テアトル新宿で、海を感じる時という映画を観てきた。
観ている最中や帰りの電車の中では完璧に主人公の女の子に感情移入をしていて、一歩歩くたび、どこかの店に入るたび、角を曲がるたびに彼女がわたしにおりてきた。キリキリという音が聞こえてきそうなほどだった。
わたしを見抜いて。
わたしどっちも要らない。
あなたどっちが欲しいのかはっきりしてくれなくちゃ堪らないって呟いてわたし泣くかもしれない。

「僕はきみの中身なんてどうだっていい。きみのことが好きな訳じゃないよ。
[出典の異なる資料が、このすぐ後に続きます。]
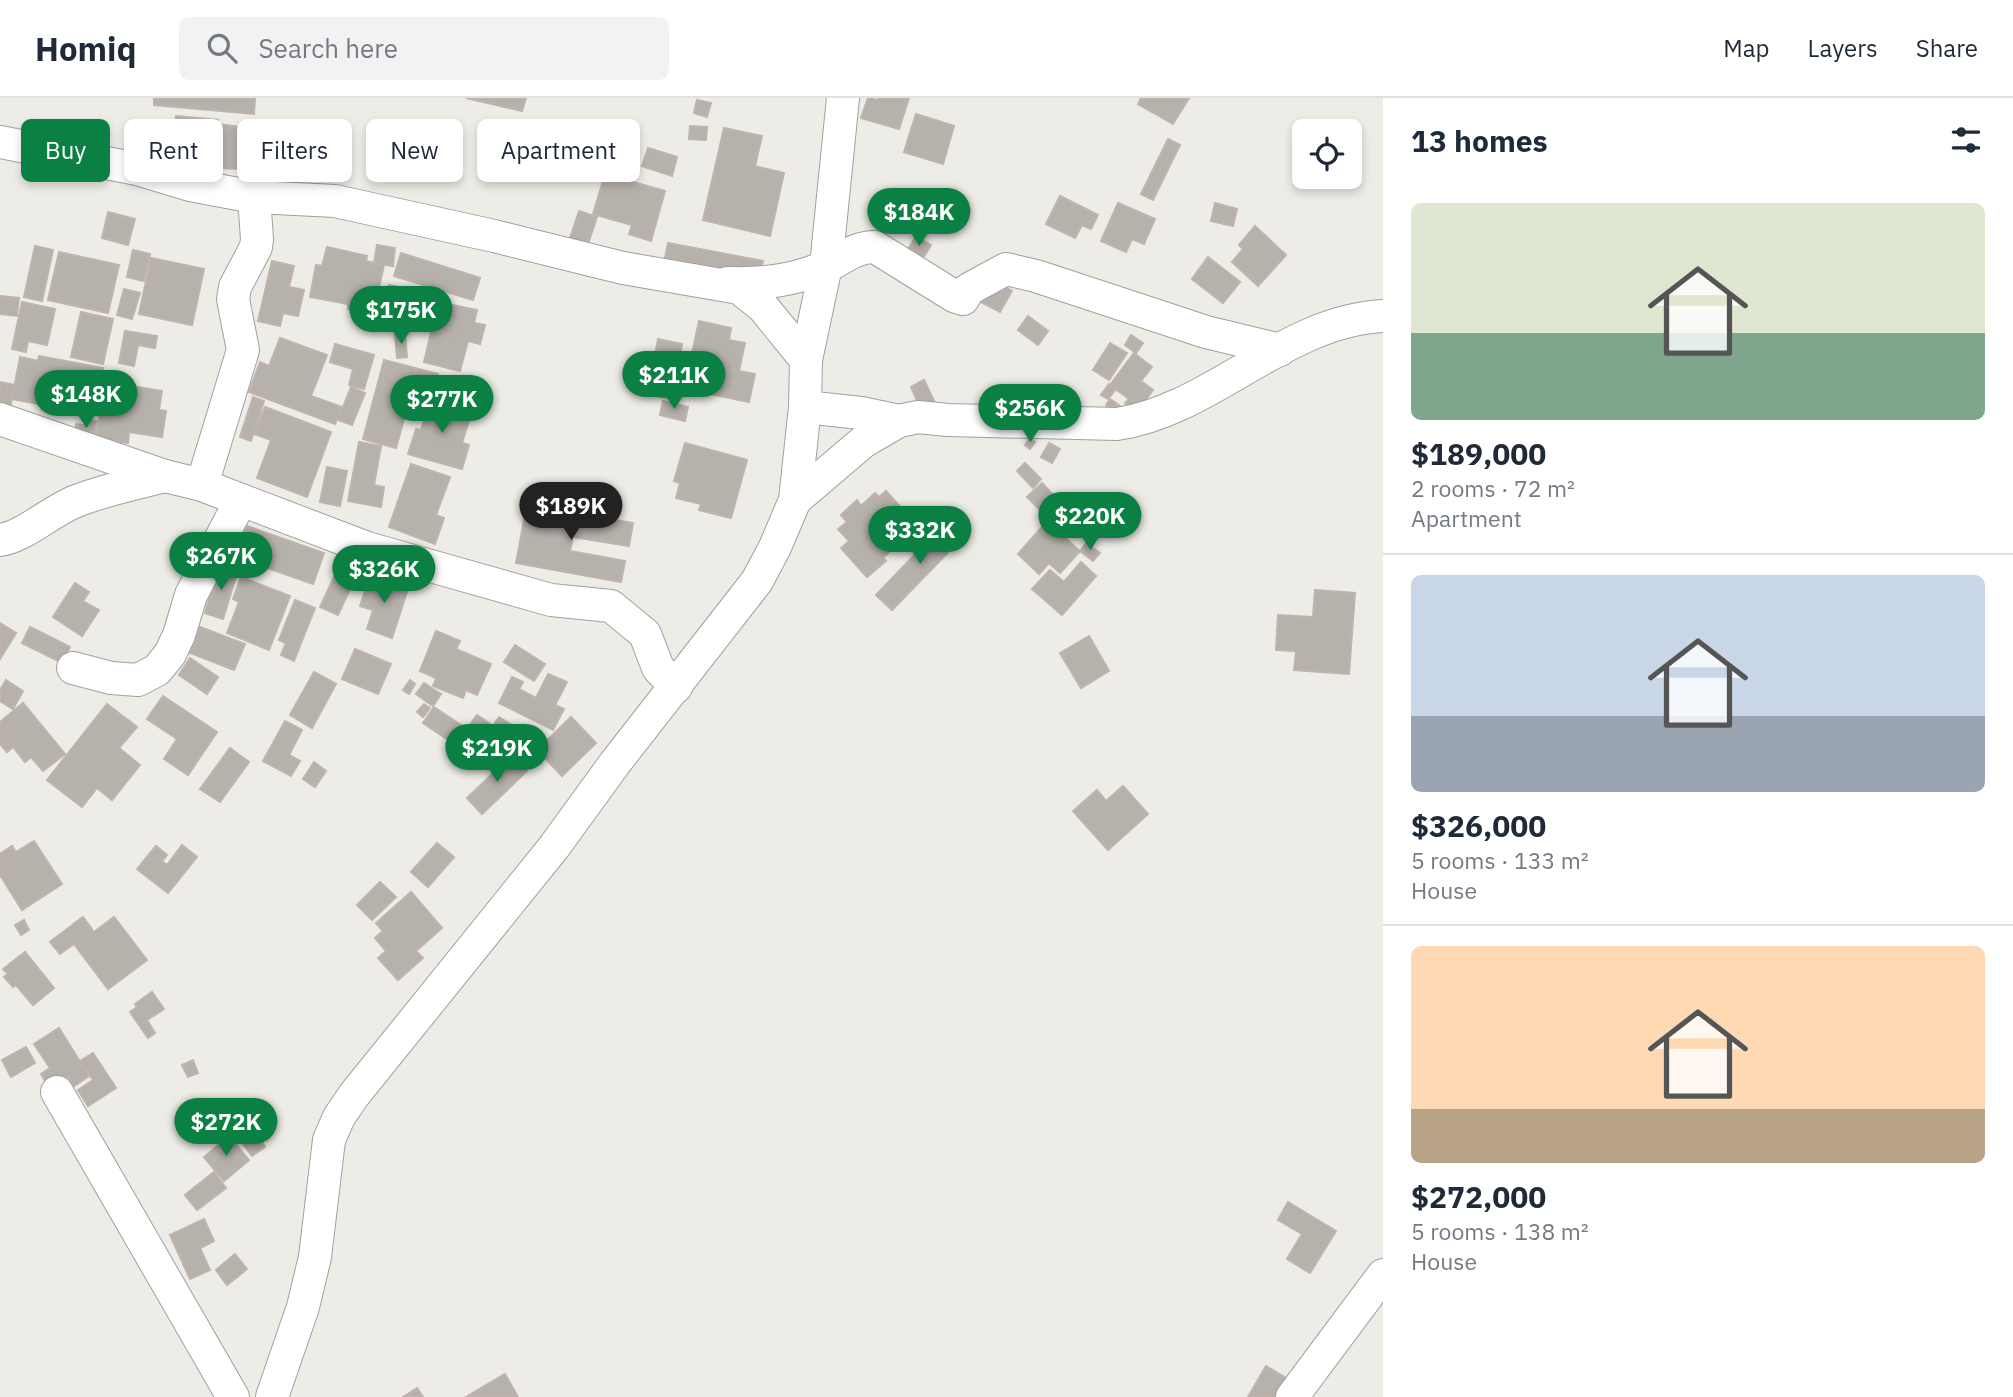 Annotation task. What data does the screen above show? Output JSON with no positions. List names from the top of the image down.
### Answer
{
  "page": {
    "header": "Homiq",
    "search": "Search here",
    "nav": ["Map", "Layers", "Share"],
    "heading": "13 homes",
    "chip": [
      "Buy",
      "Rent",
      "Filters",
      "New",
      "Apartment"
    ],
    "list": [
      {
        "name": "$189,000",
        "note": "2 rooms · 72 m² · Apartment"
      },
      {
        "name": "$326,000",
        "note": "5 rooms · 133 m² · House"
      },
      {
        "name": "$272,000",
        "note": "5 rooms · 138 m² · House"
      }
    ],
    "price": [
      "$184K",
      "$175K",
      "$211K",
      "$148K",
      "$277K",
      "$256K",
      "$189K",
      "$220K",
      "$332K",
      "$267K",
      "$326K",
      "$219K",
      "$272K"
    ]
  }
}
ただ、女性の体に興味があっただけなんだ」と言う高橋洋のことなんて全然分からなくて、ただ分かることはわたしの周りには高橋洋みたいな男の人がたくさん居たし今だって居るなあということだった。高橋洋みたいな男はゴミだと思った。

夜、花火を再び見送って、駅でジャンケンに勝ってあの街に向かった。駅に着いてもわたしは暫くひとりで何処にも行かずに、泣くかもしれないをずっと聴きながらただうろうろと煙草を片手に彷徨していた。
布団の上で、わたしは高橋洋と全くおんなじなのだと気付いた。彼のような人はそのような自分の性質を自覚していて、わたしに足りなかったのはその自覚だけだった。わたしは全くあっち側の人間なのに「きみ」とか「あなた」とか「あのこ」とかの感情や過去を考えよう想おうとしていたから訳が分からなくなっていたしすべてのあとには虚しさがいつだってわたしにのし掛かっていたんじゃないか。
そう考えたら、他者を自分の道具として媒体として、何の不自然さも無くすんなりと無自覚の内に扱ってしまうこととも辻褄が合った。
わたしは彼女ではなくて高橋洋だった。
ほんとうはどうでもいい中身を見よう見ようとしていたから苦しかったのだ。わたしはあのひとあのひとあのひとの中身なんてどうだって良かったんだ。ただ、容れ物に興味があっただけなんだ。

わたしは、何年も何年も憎み苦しみ叫び続けてきた人間たち側の人間だったのだ。
あんなにも、ふざけるなわたしだって生きてんだそんなに欲しいならこんな容れ物、わたしから切り取ってくれてやると眼をギラギラさせながら怒り続けてきたその怒りや慟哭は、すべてわたしの上に跨ってきた男に対するものではなく、わたしに向けられたものだった。やっと分かった。こんなにも激しい感情に突き動かされ揺るがされるにも関わらず容れ物をどうして差し出してしまうのかも。そしてそのあとわたしを襲う正体も。やっと分かった。やっと、やっとだ。そういうことだったんだ。

それに気付いてからのさよならバイバイまたねは、わたしを襲ったりしなかった。